ScratchLens: Lens-Parametric Behavioral Equivalence for Scratch Programs

Two Scratch programs can be syntactically far apart-renamed variables, split scripts, extracted custom blocks, or reordered initialization-and still behave identically; a one-block edit, such as replacing a blocking broadcast with an asynchronous one, can create divergences visible only under specific schedules. Deciding behavioral equivalence is central to automated feedback, grading support, and repair validation, yet tree differencing is too strict and single-run dynamic comparison is unsound for concurrent, random, and timing-dependent behavior.
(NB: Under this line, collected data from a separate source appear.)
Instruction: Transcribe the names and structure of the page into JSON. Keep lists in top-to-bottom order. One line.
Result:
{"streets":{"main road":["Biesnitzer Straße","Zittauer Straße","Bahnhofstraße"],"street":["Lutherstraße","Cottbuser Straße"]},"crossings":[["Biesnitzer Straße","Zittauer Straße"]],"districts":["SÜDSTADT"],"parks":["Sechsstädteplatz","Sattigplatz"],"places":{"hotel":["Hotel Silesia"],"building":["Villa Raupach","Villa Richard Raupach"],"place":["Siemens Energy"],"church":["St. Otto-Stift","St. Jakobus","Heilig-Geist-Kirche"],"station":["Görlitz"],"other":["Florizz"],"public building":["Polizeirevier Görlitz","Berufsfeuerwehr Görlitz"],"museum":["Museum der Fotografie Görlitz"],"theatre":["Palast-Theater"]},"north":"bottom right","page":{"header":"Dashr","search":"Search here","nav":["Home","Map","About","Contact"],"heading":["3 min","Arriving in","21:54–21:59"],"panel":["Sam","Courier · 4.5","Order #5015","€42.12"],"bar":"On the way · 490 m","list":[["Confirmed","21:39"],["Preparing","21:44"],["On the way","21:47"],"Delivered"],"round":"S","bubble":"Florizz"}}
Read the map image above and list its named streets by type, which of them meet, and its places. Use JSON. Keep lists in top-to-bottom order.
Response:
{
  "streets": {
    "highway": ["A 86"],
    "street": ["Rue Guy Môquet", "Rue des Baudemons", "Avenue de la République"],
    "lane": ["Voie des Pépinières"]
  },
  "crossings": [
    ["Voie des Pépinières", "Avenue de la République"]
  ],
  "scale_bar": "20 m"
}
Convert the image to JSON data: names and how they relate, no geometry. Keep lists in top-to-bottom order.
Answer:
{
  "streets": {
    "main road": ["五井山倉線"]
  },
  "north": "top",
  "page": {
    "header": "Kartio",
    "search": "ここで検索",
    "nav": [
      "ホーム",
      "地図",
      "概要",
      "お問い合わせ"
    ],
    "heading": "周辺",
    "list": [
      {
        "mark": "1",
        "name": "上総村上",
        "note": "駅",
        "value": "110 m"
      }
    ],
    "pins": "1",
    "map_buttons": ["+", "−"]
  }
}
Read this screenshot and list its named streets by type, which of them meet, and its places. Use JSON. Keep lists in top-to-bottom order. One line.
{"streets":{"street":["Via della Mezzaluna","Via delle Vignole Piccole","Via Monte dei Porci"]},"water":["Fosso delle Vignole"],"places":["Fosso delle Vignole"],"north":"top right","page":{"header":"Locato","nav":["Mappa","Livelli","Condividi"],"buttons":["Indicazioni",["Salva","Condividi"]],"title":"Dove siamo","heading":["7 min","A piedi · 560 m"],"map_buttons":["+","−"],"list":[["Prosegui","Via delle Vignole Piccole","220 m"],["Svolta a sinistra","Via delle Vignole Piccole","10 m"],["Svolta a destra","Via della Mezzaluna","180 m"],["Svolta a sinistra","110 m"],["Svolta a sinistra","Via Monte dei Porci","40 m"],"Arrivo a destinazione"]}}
We observe that equivalence for block-based programs is lens-parametric: final state, frame traces, monitors, event causality, and debug traces induce different observation relations. SPECTRA makes this explicit through a taxonomy of causal divergence phenomena and observation lenses. It compiles Scratch projects into a causal IR of typed resources and semantic transactions, canonicalizes renamings, guards, and procedure bodies, quotients same-trigger concurrency with Mazurkiewicz trace normal forms, separates program order from races, and handles residual frontiers through SMT obligations and VM-backed counterexample-guided refinement. Conclusive verdicts carry evidence: equivalence by bijection and trace quotient, difference by a typed witness, and unresolved cases remain unknown. On a VM-witnessed mutation corpus from real Scratch projects, SPECTRA decides all 444 validated pairs and makes 0/158 false-equivalence claims on witnessed-different pairs under strict scoring. Structural, dynamic-only, and LLM baselines fail on the classes predicted by the taxonomy; ablations quantify the contribution of partial-order reduction and lens parametricity; and targeted scenarios expose ambiguous-mutant divergences missed by random testing.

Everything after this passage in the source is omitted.